The first if in the iffiness is the definition of a ghost. To resort to a dictionary, The Macquarie defines a ghost as ‘a disembodied spirit of a dead person’ or ‘a spiritual being’; That will suffice.

I feel that there is enough evidence in traditional Jewish literature to support the claim that there were or are Jewish ghosts. But before one goes jumping into the five books one must firstly realise that the Torah only forms part of a small part of the Tanach textual trinity, containing the Torah, the Nevi’im and the Kethuvim; The Bible, The Prophets and The Writings. These three form, together with the commentaries of commentators like Rashi, the basis of Jewish ritual, custom and tradition. Without its counterparts the Torah is very much a vague thing, and it is probably in this fact where the beginnings of many a war are buried. So to form an opinion on any matter of Judaism one must at least consult the Tanach in its entirety.

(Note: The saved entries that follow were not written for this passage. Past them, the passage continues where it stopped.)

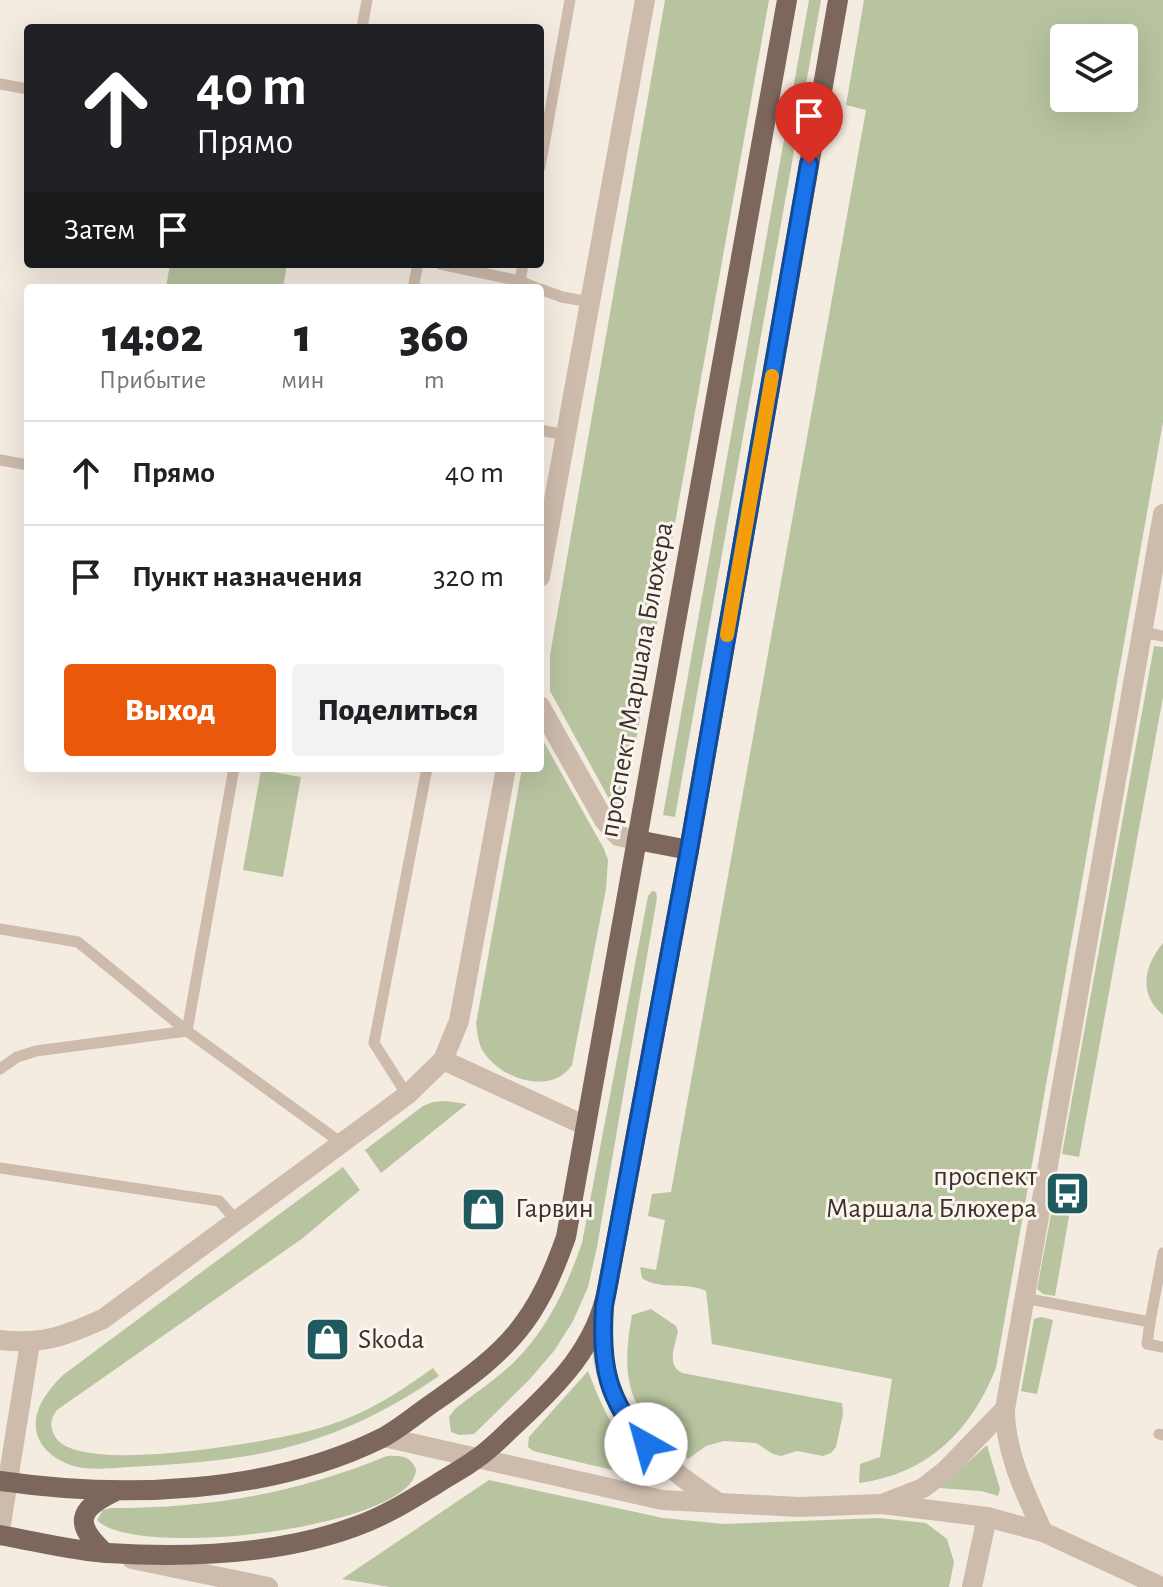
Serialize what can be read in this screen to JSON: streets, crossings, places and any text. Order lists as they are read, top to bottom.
{
  "streets": {
    "main road": ["проспект Маршала Блюхера"]
  },
  "places": {
    "bus stop": ["проспект Маршала Блюхера"],
    "shop": ["Гарвин", "Skoda"]
  },
  "page": {
    "turn": ["40 m", "Прямо"],
    "then": "Затем",
    "eta": [
      "14:02",
      "Прибытие",
      "1",
      "мин",
      "360",
      "m"
    ],
    "list": [
      {
        "name": "Прямо",
        "value": "40 m"
      },
      {
        "name": "Пункт назначения",
        "value": "320 m"
      }
    ],
    "buttons": ["Выход", "Поделиться"]
  }
}
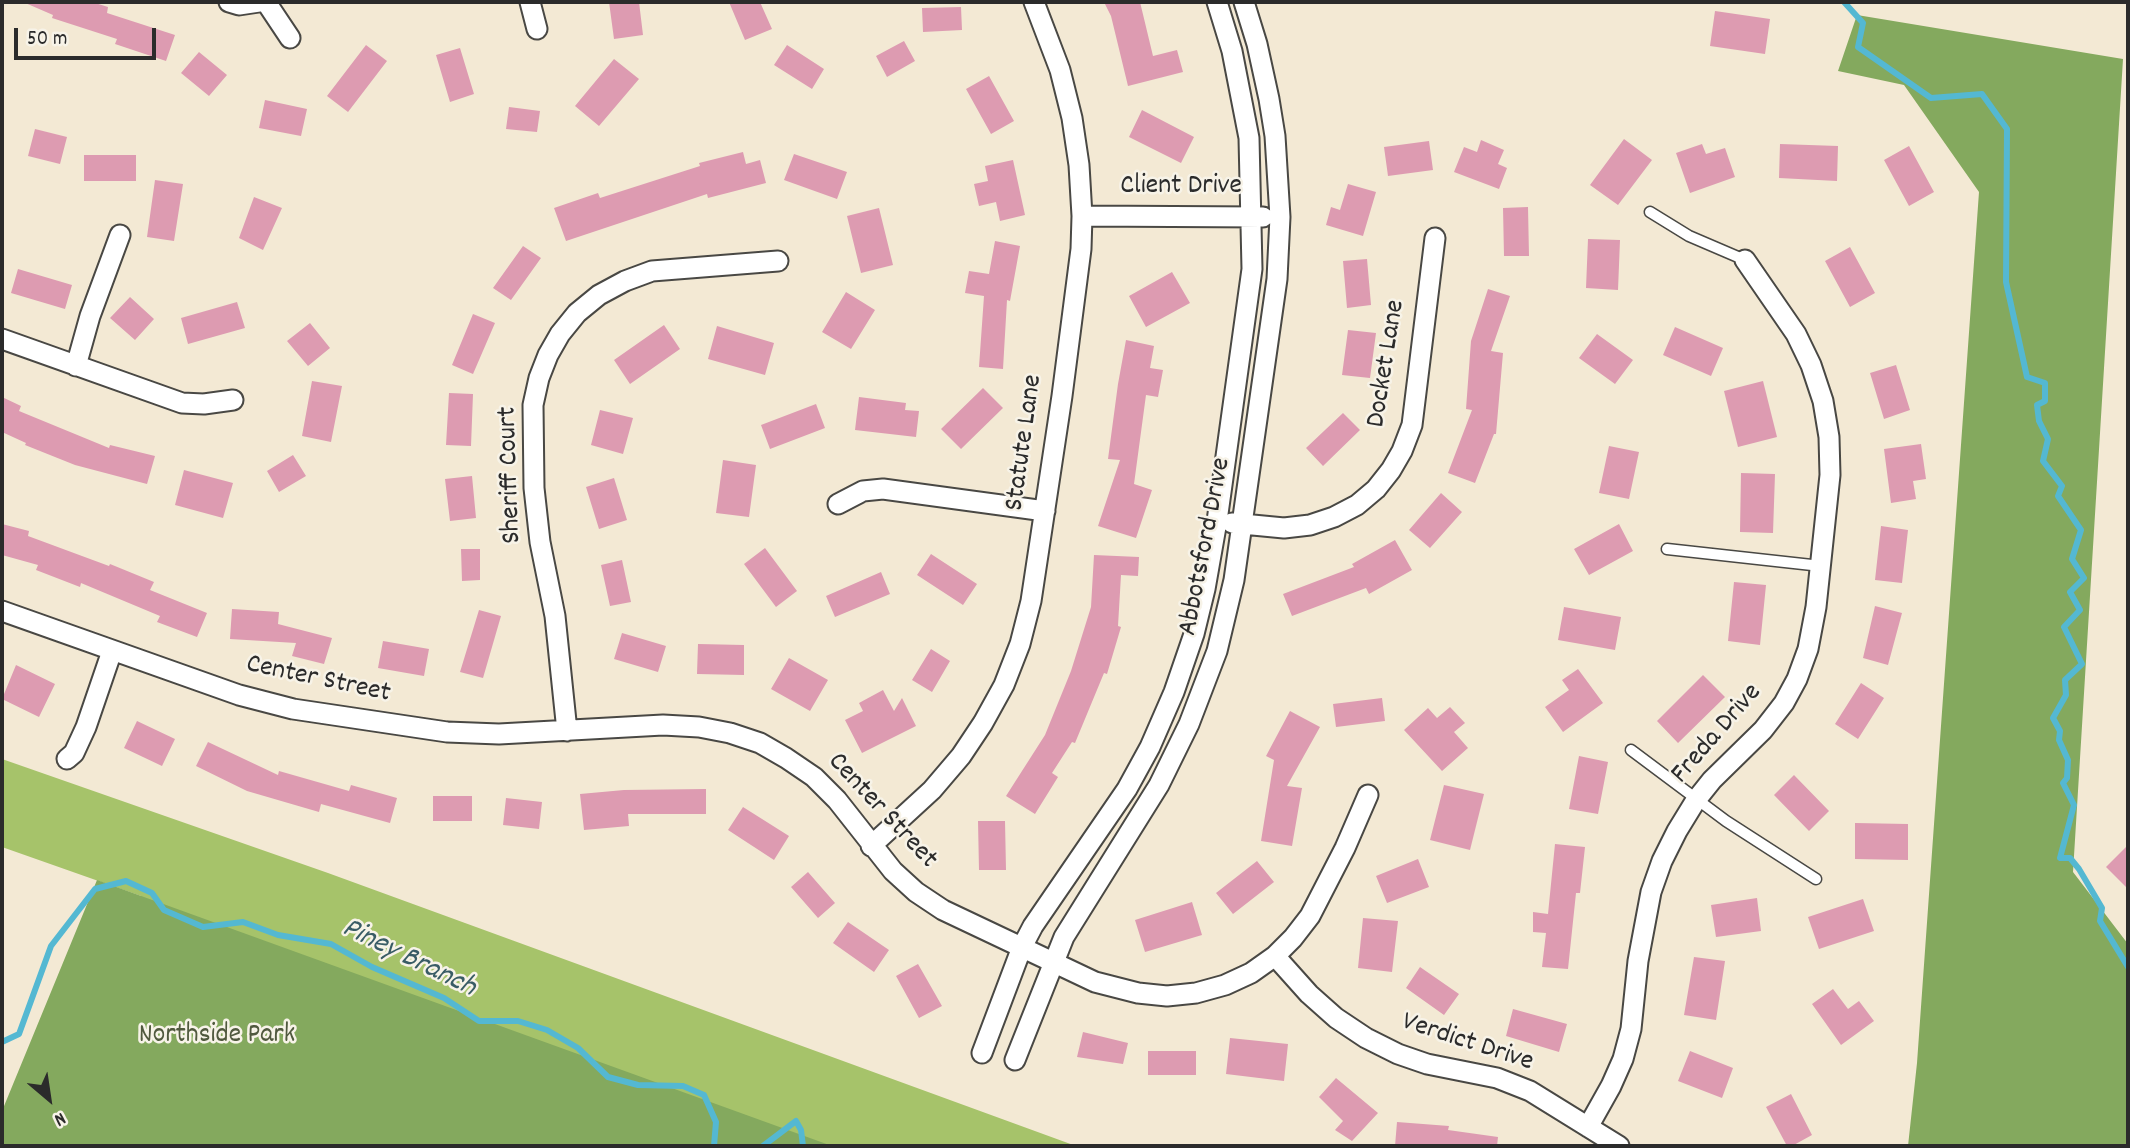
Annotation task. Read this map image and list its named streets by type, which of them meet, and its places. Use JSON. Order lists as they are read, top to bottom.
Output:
{
  "streets": {
    "street": [
      "Client Drive",
      "Docket Lane",
      "Statute Lane",
      "Sheriff Court",
      "Abbotsford Drive",
      "Center Street",
      "Freda Drive",
      "Verdict Drive"
    ]
  },
  "crossings": [
    ["Client Drive", "Statute Lane"],
    ["Client Drive", "Abbotsford Drive"],
    ["Docket Lane", "Abbotsford Drive"],
    ["Statute Lane", "Center Street"],
    ["Sheriff Court", "Center Street"],
    ["Abbotsford Drive", "Center Street"],
    ["Center Street", "Verdict Drive"],
    ["Freda Drive", "Verdict Drive"]
  ],
  "water": ["Piney Branch"],
  "parks": ["Northside Park"],
  "scale_bar": "50 m",
  "north": "bottom right"
}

If we draw our attentions to the Torah, we can find many references to spiritual beings, most of them classed under the broad heading of ‘god’, and by the second definition of ghost, we can classify these ‘beings’ as ghosts. The prime suspect for such a labelling of god himself (he is referred to as he not she in the Torah, so I will stick to that convention). Take Deuteronomy 4:12, ‘You heard the sound of words, but see no form...’. Here we have a description of god as sort of presence, who can make himself appear ghostlike to people. Now one may argue that this is a tenuous basis for supporting my aforementioned claim, and I agree, but wait, there is more.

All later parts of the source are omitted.